Prompted by the raising concerns of the American population over how the company gathers and manages the massive amounts of data it comes across every day, Google has revealed on Monday a new website designed to answer frequently asked questions about online security.
It’s been years since users were given control over various privacy and security settings. For example, Google allowed them to choose whether they wanted their browser to save history and location map – one of the strongest tools of Google’s targeted advertising.
But because you could change settings from all over the web, from websites not that easy to find, these sometimes confusing controls were, more often than not, left unmanaged.
However, that is about to change, as Google created the possibility to use My Account in order to have all the controls in one place. This is your go-to place if you want a privacy checkup or a security checkup, and if you want to see the places on the Internet where you have public or private data.
At the same time, Google’s fresh-from-the-press website also has a section with answers for frequently asked questions. We’ve all wondered, at some point in our surfing on Google whether the company sells any personal data to third parties or exactly how much information do advertisers have on us. Google has now answered all of these.

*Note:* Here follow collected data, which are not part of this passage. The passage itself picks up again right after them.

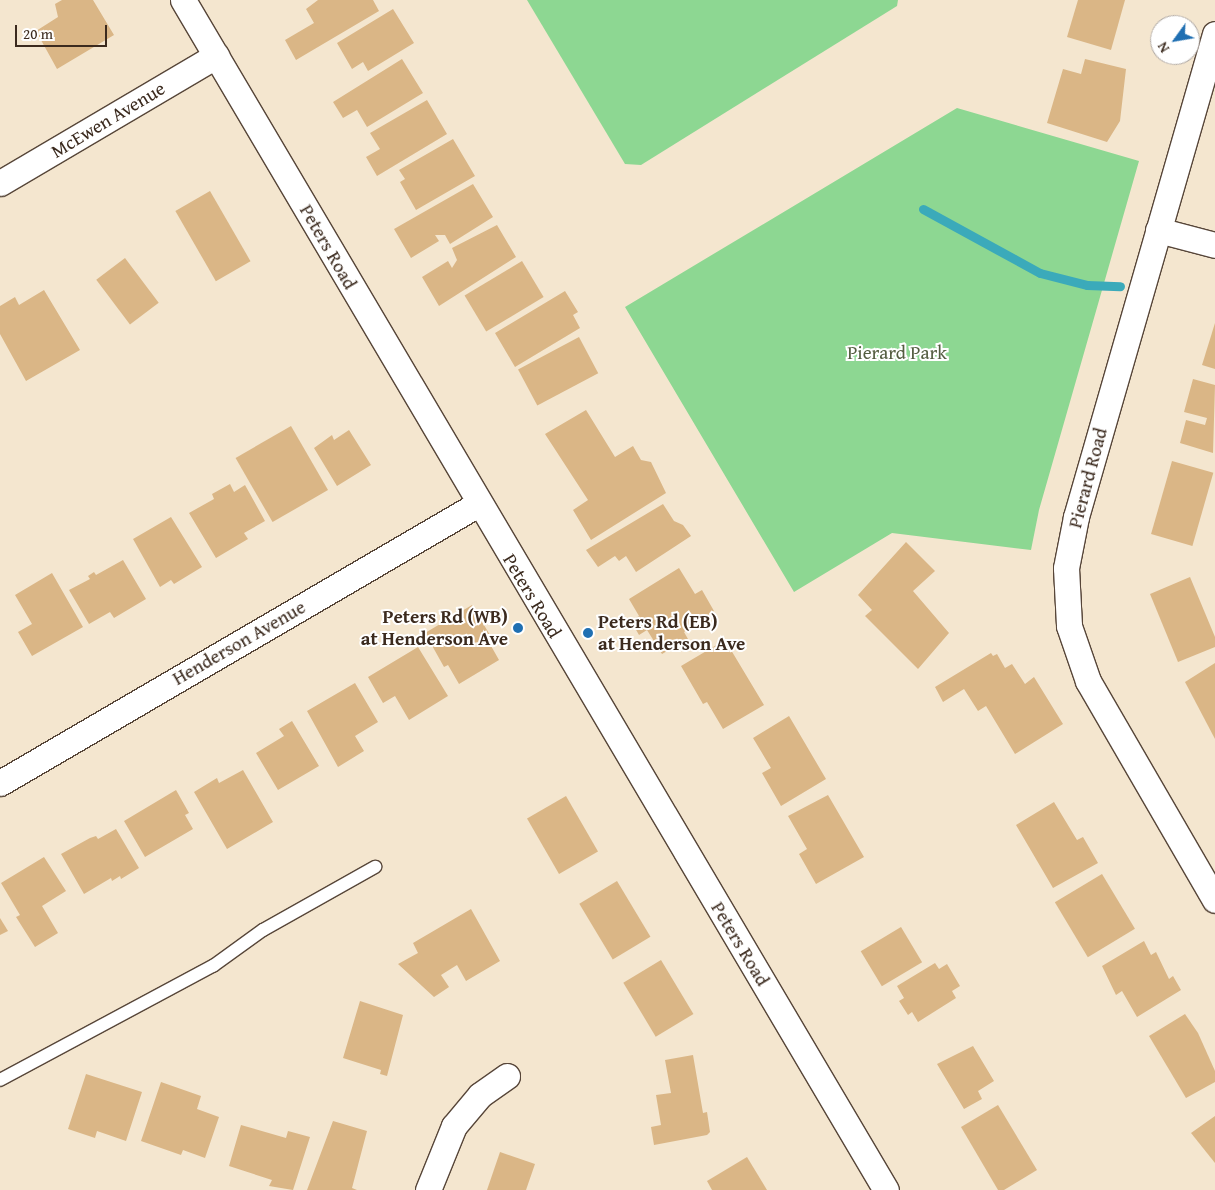 <!DOCTYPE html>
<style>
body{margin:0}
#map{position:relative;width:1215px;height:1190px;overflow:hidden;background:#f4e6cf;font-family:"Gentium Book Plus",serif}
div>[style]{position:absolute}
.green>*{inset:0;background:#8dd792}
.stream>*{height:9px;margin:-4.5px;padding:0 4.5px;transform-origin:4.5px;border-radius:4.5px;background:#3baaba}
.building>*{inset:0;background:#dab686;transform-origin:0 0}
.roads{filter:drop-shadow(1px 0 #574639) drop-shadow(-1px 0 #574639) drop-shadow(0 1px #574639) drop-shadow(0 -1px #574639)}
.lane>*{height:12px;margin:-6px;padding:0 6px;transform-origin:6px;border-radius:6px;background:#fff}
.street>*{height:25px;margin:-12.5px;padding:0 12.5px;transform-origin:12.5px;border-radius:12.5px;background:#fff}
.dots>*{width:14px;height:14px;translate:-50% -50%;box-sizing:border-box;border:2px solid #fff;border-radius:50%}
span{translate:-50% -50%;white-space:nowrap;text-align:center;line-height:1.15;-webkit-text-stroke:4px #fff;paint-order:stroke}
.street-label{font-size:19px;color:#3b2a1e}
.park-label{font-size:19px;color:#545e41}
.poi-label{font-size:19px;color:#3b2a1e;font-weight:700}
.right{translate:-100% -50%;text-align:right}
.left{translate:0 -50%;text-align:left}
.north{position:absolute;left:1150px;top:15px;width:50px;height:50px;box-sizing:border-box;background:#fff;border:1px solid #b1aaa5;border-radius:50%;rotate:238deg;font-size:14px;font-weight:700;line-height:20px;text-align:center;color:#3b2a1e}
.north::after{content:'';display:block;margin:auto;width:18px;height:22px;background:#1f6fb2;clip-path:polygon(50% 0,100% 100%,50% 72%,0 100%)}
.scale{position:absolute;left:15px;top:25px;width:92px;height:22px;box-sizing:border-box;border:2px solid #3b2a1e;border-top:0;padding-left:6px;font-size:15px;line-height:18px;white-space:nowrap;color:#3b2a1e;-webkit-text-stroke:4px #fff;paint-order:stroke}
</style>
<div id="map">
<div class="green">
<div style="clip-path:polygon(527px 0,898px 0,897px 6px,641px 165px,625px 164px)"></div>
<div style="clip-path:polygon(957px 108px,1139px 161px,1039px 510px,1031px 550px,892px 533px,794px 592px,625px 307px)"></div>
</div>
<div class="stream">
<div style="left:923px;top:209px;width:133px;rotate:28.7deg"></div>
<div style="left:1040px;top:273px;width:49px;rotate:14.3deg"></div>
<div style="left:1087px;top:285px;width:33px;rotate:2deg"></div>
</div>
<div class="building">
<div style="clip-path:polygon(62px 0,93px 0,114px 35px,57px 69px,36px 31px,58px 17px,55px 4px)"></div>
<div style="clip-path:polygon(318px 0,373px 0,379px 11px,296px 60px,285px 40px,314px 23px,306px 9px)"></div>
<div style="clip-path:polygon(1078px 0,1125px 0,1111px 50px,1067px 37px)"></div>
<div style="clip-path:polygon(393px 9px,414px 43px,368px 71px,363px 62px,352px 69px,337px 43px)"></div>
<div style="clip-path:polygon(402px 59px,423px 93px,367px 127px,357px 110px,343px 118px,333px 102px)"></div>
<div style="clip-path:polygon(1085px 59px,1126px 69px,1120px 121px,1107px 142px,1047px 123px,1063px 69px,1081px 74px)"></div>
<div style="clip-path:polygon(427px 100px,447px 134px,377px 176px,366px 157px,380px 149px,370px 133px)"></div>
<div style="clip-path:polygon(453px 139px,475px 176px,416px 210px,400px 182px,405px 179px,399px 170px)"></div>
<div style="clip-path:polygon(473px 184px,493px 217px,450px 244px,445px 235px,435px 235px,439px 241px,411px 258px,394px 229px)"></div>
<div style="left:210px;top:191px;width:81px;height:40px;rotate:60deg"></div>
<div style="clip-path:polygon(497px 225px,516px 257px,439px 306px,422px 277px,448px 261px,452px 268px,457px 260px,452px 248px)"></div>
<div style="left:125px;top:258px;width:56px;height:36px;rotate:53deg"></div>
<div style="left:522px;top:261px;width:42px;height:67px;rotate:59deg"></div>
<div style="clip-path:polygon(44px 290px,80px 350px,26px 381px,0 334px,0 306px,15px 297px,19px 305px)"></div>
<div style="clip-path:polygon(565px 291px,578px 312px,573px 315px,580px 328px,515px 367px,495px 333px)"></div>
<div style="clip-path:polygon(1215px 323px,1215px 369px,1202px 365px)"></div>
<div style="left:579px;top:337px;width:41px;height:69px;rotate:62deg"></div>
<div style="clip-path:polygon(1193px 379px,1215px 385px,1213px 453px,1180px 443px,1186px 420px,1205px 425px,1207px 418px,1184px 412px)"></div>
<div style="clip-path:polygon(586px 410px,615px 457px,633px 446px,641px 460px,651px 462px,666px 493px,591px 540px,573px 510px,588px 500px,545px 434px)"></div>
<div style="left:291px;top:426px;width:74px;height:64px;rotate:60deg"></div>
<div style="clip-path:polygon(349px 430px,371px 465px,337px 486px,314px 448px,332px 435px,334px 440px)"></div>
<div style="left:1172px;top:461px;width:43px;height:76px;rotate:16deg"></div>
<div style="clip-path:polygon(230px 484px,234px 492px,245px 485px,265px 521px,244px 533px,248px 539px,216px 558px,189px 513px,214px 499px,212px 494px)"></div>
<div style="clip-path:polygon(663px 504px,674px 521px,683px 525px,691px 536px,636px 572px,626px 556px,619px 561px,615px 556px,598px 567px,586px 550px)"></div>
<div style="clip-path:polygon(171px 517px,202px 567px,174px 584px,171px 580px,160px 587px,133px 539px)"></div>
<div style="clip-path:polygon(906px 542px,935px 571px,913px 591px,949px 633px,918px 669px,865px 616px,872px 610px,858px 595px)"></div>
<div style="clip-path:polygon(123px 560px,146px 599px,114px 618px,110px 612px,89px 624px,69px 590px,90px 579px,88px 576px,94px 572px,96px 575px)"></div>
<div style="clip-path:polygon(679px 568px,695px 594px,702px 590px,714px 611px,684px 632px,688px 639px,662px 654px,647px 630px,639px 635px,631px 621px,639px 616px,629px 599px)"></div>
<div style="clip-path:polygon(52px 573px,83px 627px,32px 656px,18px 632px,32px 624px,15px 595px)"></div>
<div style="clip-path:polygon(1190px 577px,1215px 637px,1215px 647px,1178px 662px,1150px 594px)"></div>
<div style="clip-path:polygon(472px 605px,490px 635px,486px 637px,499px 660px,459px 684px,448px 665px,444px 667px,425px 633px)"></div>
<div style="clip-path:polygon(725px 640px,764px 705px,723px 729px,707px 702px,703px 704px,681px 666px)"></div>
<div style="clip-path:polygon(418px 647px,448px 696px,409px 720px,395px 696px,383px 703px,368px 677px)"></div>
<div style="clip-path:polygon(991px 653px,993px 656px,997px 654px,1005px 668px,1012px 664px,1025px 684px,1034px 677px,1063px 724px,1015px 754px,986px 706px,978px 711px,964px 689px,943px 702px,935px 687px)"></div>
<div style="clip-path:polygon(1215px 663px,1215px 739px,1185px 682px)"></div>
<div style="clip-path:polygon(355px 683px,378px 722px,355px 736px,364px 751px,338px 767px,307px 711px)"></div>
<div style="clip-path:polygon(789px 716px,826px 779px,781px 806px,762px 773px,771px 768px,753px 738px)"></div>
<div style="clip-path:polygon(292px 721px,319px 766px,278px 790px,256px 753px,284px 736px,279px 729px)"></div>
<div style="clip-path:polygon(243px 770px,273px 822px,227px 849px,194px 792px,217px 778px,219px 783px)"></div>
<div style="clip-path:polygon(176px 790px,189px 813px,185px 815px,193px 829px,145px 857px,124px 821px)"></div>
<div style="clip-path:polygon(828px 795px,864px 857px,816px 884px,799px 854px,807px 849px,788px 816px)"></div>
<div style="left:566px;top:796px;width:64px;height:45px;rotate:60deg"></div>
<div style="clip-path:polygon(1054px 802px,1077px 840px,1083px 837px,1098px 863px,1053px 888px,1016px 825px)"></div>
<div style="clip-path:polygon(116px 829px,139px 868px,121px 879px,120px 876px,112px 881px,111px 878px,84px 894px,61px 854px,90px 838px,96px 836px,98px 839px)"></div>
<div style="clip-path:polygon(44px 857px,66px 891px,42px 906px,58px 933px,35px 947px,16px 917px,20px 915px,1px 883px)"></div>
<div style="left:1102px;top:874px;width:64px;height:55px;rotate:59deg"></div>
<div style="left:617px;top:881px;width:65px;height:44px;rotate:59deg"></div>
<div style="clip-path:polygon(471px 909px,500px 961px,466px 981px,457px 965px,441px 975px,449px 987px,434px 997px,398px 964px,418px 953px,413px 943px)"></div>
<div style="clip-path:polygon(0 918px,8px 931px,0 935px)"></div>
<div style="left:901px;top:927px;width:41px;height:47px;rotate:59deg"></div>
<div style="clip-path:polygon(1144px 941px,1151px 955px,1156px 952px,1169px 979px,1173px 976px,1181px 990px,1137px 1017px,1122px 991px,1116px 995px,1102px 966px)"></div>
<div style="left:661px;top:960px;width:63px;height:44px;rotate:59deg"></div>
<div style="clip-path:polygon(935px 963px,939px 969px,947px 964px,960px 986px,952px 991px,956px 998px,918px 1022px,912px 1012px,908px 1015px,899px 1001px,904px 998px,897px 986px)"></div>
<div style="clip-path:polygon(360px 1001px,403px 1015px,387px 1076px,380px 1074px,381px 1070px,343px 1058px)"></div>
<div style="clip-path:polygon(1185px 1014px,1198px 1033px,1215px 1071px,1215px 1082px,1186px 1098px,1149px 1036px)"></div>
<div style="clip-path:polygon(973px 1046px,994px 1081px,978px 1091px,982px 1099px,964px 1109px,937px 1064px)"></div>
<div style="clip-path:polygon(693px 1055px,703px 1113px,707px 1112px,710px 1132px,707px 1135px,654px 1145px,651px 1127px,661px 1125px,656px 1095px,671px 1093px,665px 1060px)"></div>
<div style="clip-path:polygon(86px 1074px,142px 1092px,126px 1141px,97px 1131px,95px 1138px,68px 1129px)"></div>
<div style="clip-path:polygon(161px 1082px,201px 1096px,197px 1109px,219px 1117px,205px 1158px,183px 1150px,181px 1155px,141px 1141px)"></div>
<div style="clip-path:polygon(998px 1105px,1037px 1170px,1004px 1190px,998px 1190px,961px 1127px)"></div>
<div style="clip-path:polygon(1215px 1116px,1215px 1163px,1191px 1133px)"></div>
<div style="clip-path:polygon(333px 1121px,367px 1131px,352px 1188px,357px 1190px,307px 1190px)"></div>
<div style="clip-path:polygon(241px 1125px,286px 1138px,288px 1131px,310px 1137px,293px 1190px,269px 1186px,272px 1180px,229px 1166px)"></div>
<div style="clip-path:polygon(500px 1152px,535px 1164px,526px 1190px,487px 1190px)"></div>
<div style="clip-path:polygon(747px 1157px,767px 1190px,712px 1190px,707px 1181px)"></div>
</div>
<div class="roads">
<div class="lane">
<div style="left:0;top:1080px;width:242px;rotate:-28.2deg"></div>
<div style="left:213px;top:966px;width:62px;rotate:-35.8deg"></div>
<div style="left:263px;top:930px;width:129px;rotate:-29.4deg"></div>
</div>
<div class="street">
<div style="left:183px;top:0;width:1382px;rotate:59.43deg"></div>
<div style="left:1215px;top:34px;width:503px;rotate:106.06deg"></div>
<div style="left:1076px;top:517px;width:52px;rotate:101.1deg"></div>
<div style="left:1066px;top:568px;width:58px;rotate:87deg"></div>
<div style="left:1069px;top:626px;width:58px;rotate:70.9deg"></div>
<div style="left:1088px;top:681px;width:253px;rotate:59.9deg"></div>
<div style="left:0;top:183px;width:251px;rotate:-30.5deg"></div>
<div style="left:1158px;top:230px;width:59px;rotate:14.7deg"></div>
<div style="left:0;top:783px;width:553px;rotate:-30.27deg"></div>
<div style="left:428px;top:1190px;width:69px;rotate:-67.9deg"></div>
<div style="left:454px;top:1126px;width:40px;rotate:-50deg"></div>
<div style="left:480px;top:1095px;width:33px;rotate:-35deg"></div>
</div>
</div>
<div class="dots">
<div style="left:518px;top:628px;background:#1f6fb2"></div>
<div style="left:588px;top:633px;background:#1f6fb2"></div>
</div>
<div class="street-label">
<span style="left:108px;top:120px;rotate:-31deg">McEwen Avenue</span>
<span style="left:328px;top:247px;rotate:60deg">Peters Road</span>
<span style="left:1088px;top:478px;rotate:-75deg">Pierard Road</span>
<span style="left:532px;top:596px;rotate:59deg">Peters Road</span>
<span style="left:239px;top:643px;rotate:-30deg">Henderson Avenue</span>
<span style="left:740px;top:944px;rotate:59deg">Peters Road</span>
</div>
<div class="park-label">
<span style="left:897px;top:353px">Pierard Park</span>
</div>
<div class="poi-label">
<span class="right" style="left:508px;top:628px">Peters Rd (WB)<br>at Henderson Ave</span>
<span class="left" style="left:598px;top:633px">Peters Rd (EB)<br>at Henderson Ave</span>
</div>
<div class="north">N</div>
<div class="scale">20 m</div>
</div>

Guemmy Kim, product manager for settings and account controls, said that the initiative wants to get rid of the unnecessary mystery that usually surrounds privacy and security by making it very approachable for users to change their preferred settings.
Ever since we entered this very close relationship we share with the Internet – most of our daily activities have one connection or another with the online – people have started wondering more and more about data control, which has also become a subject for controversy.
One of the hottest topics on the subject began in 2013, when Edward Snowden helped put a lot of scrutiny on Google, Facebook and Apple.
Such companies who are known for dealing with enormous amounts of data were put on the spot after Snowden leaked classified documents about the unethical practices of the U.S. National Security Agency, which turned out to be tuned to the American’s phone conversations a bit more intimately than it was previously believed.
A recent Pew survey showed that only 9 percent of the respondents felt they had a “lot” of control over how public or private their online data was.